What is being asked >>
Using the entries that follow, establish how many lines contain the word "Calle" and give only that figure.
+++
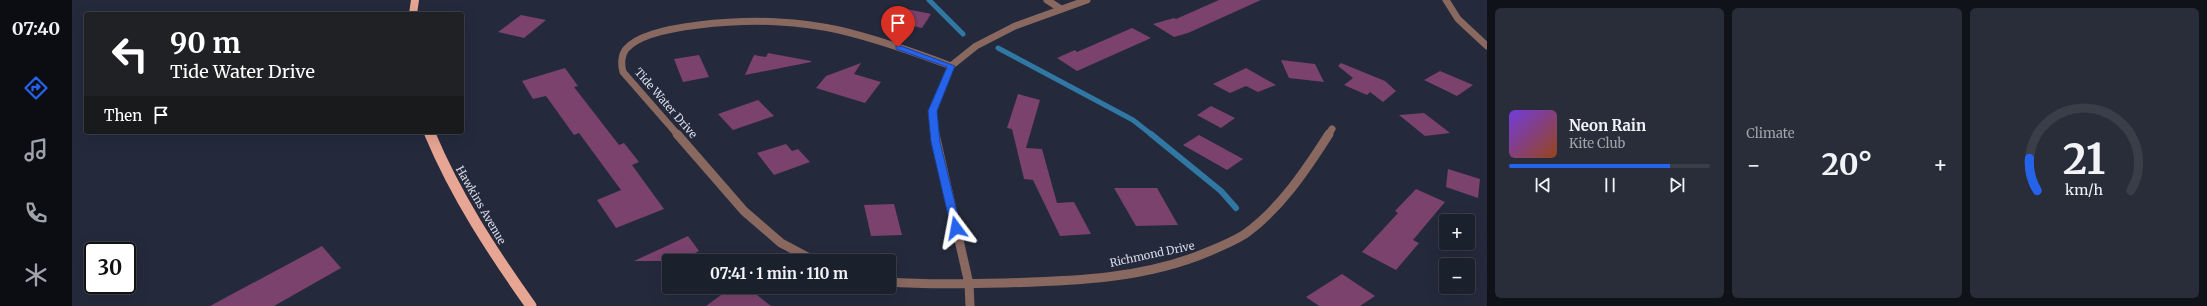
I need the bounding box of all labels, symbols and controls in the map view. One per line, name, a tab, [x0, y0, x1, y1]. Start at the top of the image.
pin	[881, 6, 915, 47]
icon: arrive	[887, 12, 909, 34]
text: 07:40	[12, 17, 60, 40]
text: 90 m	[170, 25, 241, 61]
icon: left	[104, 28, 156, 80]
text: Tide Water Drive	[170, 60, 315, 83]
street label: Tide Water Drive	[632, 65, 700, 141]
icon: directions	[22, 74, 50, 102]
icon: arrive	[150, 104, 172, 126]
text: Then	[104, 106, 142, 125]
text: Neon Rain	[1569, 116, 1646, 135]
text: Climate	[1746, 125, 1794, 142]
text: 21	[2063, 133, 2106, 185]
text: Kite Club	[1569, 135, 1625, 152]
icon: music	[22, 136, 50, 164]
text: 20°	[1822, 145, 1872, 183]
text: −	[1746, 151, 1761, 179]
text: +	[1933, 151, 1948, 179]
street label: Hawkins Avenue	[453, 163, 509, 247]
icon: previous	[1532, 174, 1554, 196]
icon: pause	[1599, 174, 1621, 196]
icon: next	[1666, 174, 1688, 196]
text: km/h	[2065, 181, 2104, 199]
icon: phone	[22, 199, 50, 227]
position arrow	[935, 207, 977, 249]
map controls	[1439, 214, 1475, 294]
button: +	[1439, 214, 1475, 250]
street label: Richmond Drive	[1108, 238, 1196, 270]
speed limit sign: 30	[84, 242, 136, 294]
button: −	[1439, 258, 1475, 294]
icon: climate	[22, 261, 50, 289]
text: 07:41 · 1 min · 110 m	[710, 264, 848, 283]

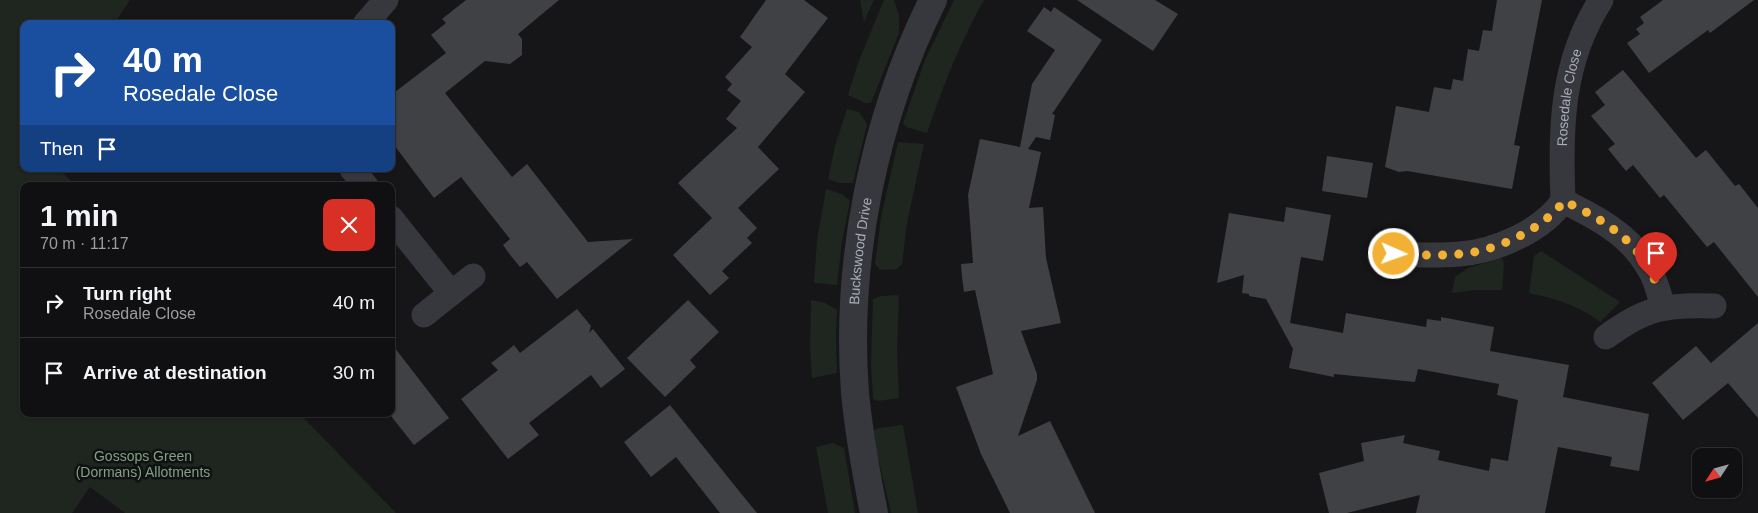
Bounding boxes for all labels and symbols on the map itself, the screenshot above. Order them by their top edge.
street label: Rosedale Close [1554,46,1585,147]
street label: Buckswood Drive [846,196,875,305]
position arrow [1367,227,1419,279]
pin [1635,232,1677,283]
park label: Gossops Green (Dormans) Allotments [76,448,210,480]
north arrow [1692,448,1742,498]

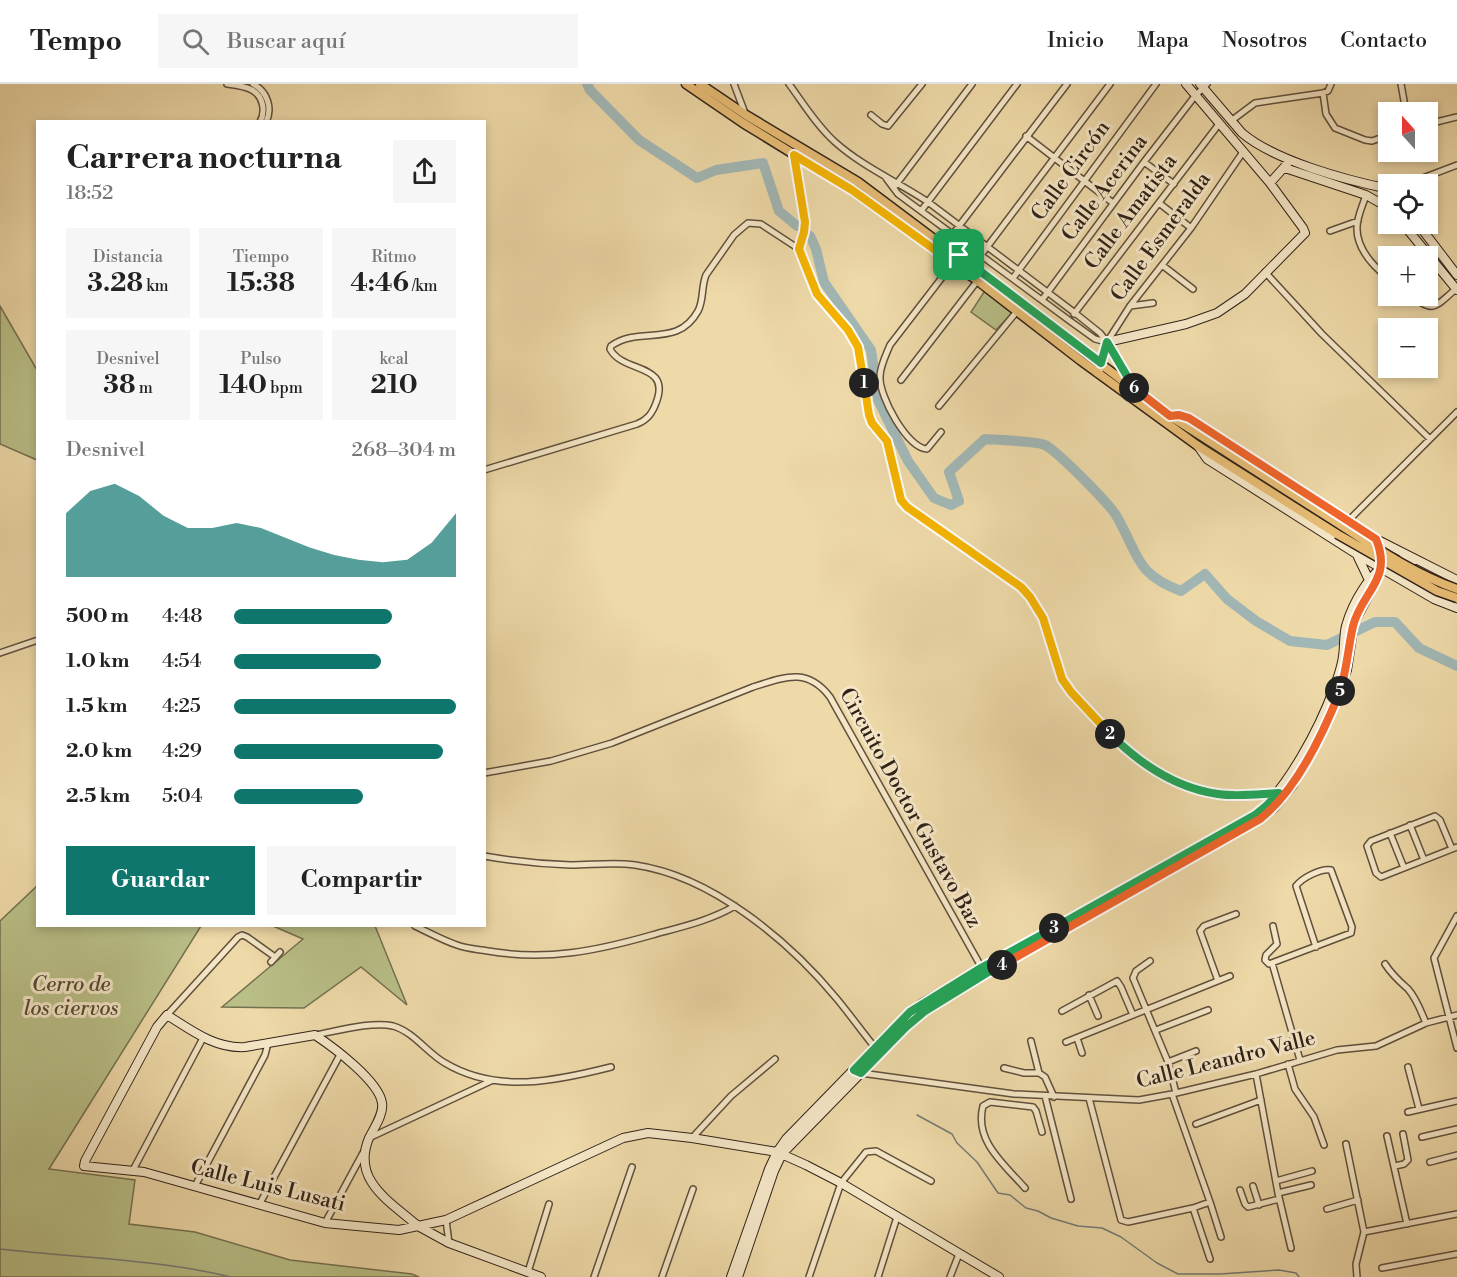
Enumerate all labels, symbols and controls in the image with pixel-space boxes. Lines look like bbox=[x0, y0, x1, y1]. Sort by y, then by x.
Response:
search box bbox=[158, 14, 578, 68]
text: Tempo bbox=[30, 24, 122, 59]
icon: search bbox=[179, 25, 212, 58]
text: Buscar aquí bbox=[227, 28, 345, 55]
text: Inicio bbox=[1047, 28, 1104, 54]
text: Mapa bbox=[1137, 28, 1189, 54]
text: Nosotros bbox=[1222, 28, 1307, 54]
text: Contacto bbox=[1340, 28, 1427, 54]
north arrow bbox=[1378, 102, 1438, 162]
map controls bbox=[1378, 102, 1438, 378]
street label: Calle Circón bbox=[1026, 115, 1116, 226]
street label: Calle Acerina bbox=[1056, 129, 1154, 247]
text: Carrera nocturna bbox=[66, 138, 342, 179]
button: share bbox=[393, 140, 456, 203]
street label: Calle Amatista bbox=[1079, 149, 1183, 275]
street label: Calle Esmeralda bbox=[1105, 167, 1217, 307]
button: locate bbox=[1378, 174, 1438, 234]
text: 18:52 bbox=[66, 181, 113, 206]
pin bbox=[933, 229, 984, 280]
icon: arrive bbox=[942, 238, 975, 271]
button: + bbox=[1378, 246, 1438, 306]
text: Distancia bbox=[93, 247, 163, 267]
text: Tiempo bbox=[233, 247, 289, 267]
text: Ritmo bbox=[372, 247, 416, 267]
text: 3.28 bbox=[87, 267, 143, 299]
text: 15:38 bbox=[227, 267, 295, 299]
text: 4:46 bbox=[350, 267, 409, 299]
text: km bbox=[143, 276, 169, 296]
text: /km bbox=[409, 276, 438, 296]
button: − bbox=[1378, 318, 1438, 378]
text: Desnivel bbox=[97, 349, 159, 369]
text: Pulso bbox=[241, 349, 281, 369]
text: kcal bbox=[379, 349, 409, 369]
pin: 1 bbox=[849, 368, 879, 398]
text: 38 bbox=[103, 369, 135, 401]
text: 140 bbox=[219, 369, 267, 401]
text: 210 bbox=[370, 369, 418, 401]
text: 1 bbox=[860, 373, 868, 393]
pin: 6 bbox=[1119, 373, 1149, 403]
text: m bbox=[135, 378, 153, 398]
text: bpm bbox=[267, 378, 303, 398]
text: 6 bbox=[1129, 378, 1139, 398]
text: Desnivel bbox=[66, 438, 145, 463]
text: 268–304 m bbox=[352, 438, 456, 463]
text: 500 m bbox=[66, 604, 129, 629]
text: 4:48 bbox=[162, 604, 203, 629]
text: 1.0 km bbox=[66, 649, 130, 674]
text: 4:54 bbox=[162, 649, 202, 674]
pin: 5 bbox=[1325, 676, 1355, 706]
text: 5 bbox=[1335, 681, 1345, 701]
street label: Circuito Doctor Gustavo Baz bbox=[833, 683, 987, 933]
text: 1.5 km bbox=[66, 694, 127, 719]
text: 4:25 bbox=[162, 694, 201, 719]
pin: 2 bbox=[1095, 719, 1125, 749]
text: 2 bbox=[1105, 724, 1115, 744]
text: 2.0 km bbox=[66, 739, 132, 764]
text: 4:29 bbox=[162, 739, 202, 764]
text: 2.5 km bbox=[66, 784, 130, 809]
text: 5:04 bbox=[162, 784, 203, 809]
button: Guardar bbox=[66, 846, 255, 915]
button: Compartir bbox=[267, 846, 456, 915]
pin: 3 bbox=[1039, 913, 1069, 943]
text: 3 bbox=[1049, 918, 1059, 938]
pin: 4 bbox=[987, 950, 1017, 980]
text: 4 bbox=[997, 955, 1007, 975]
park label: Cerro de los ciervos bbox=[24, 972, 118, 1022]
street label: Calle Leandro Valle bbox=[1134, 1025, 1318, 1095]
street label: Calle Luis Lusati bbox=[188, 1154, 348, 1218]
+++
Result >>
6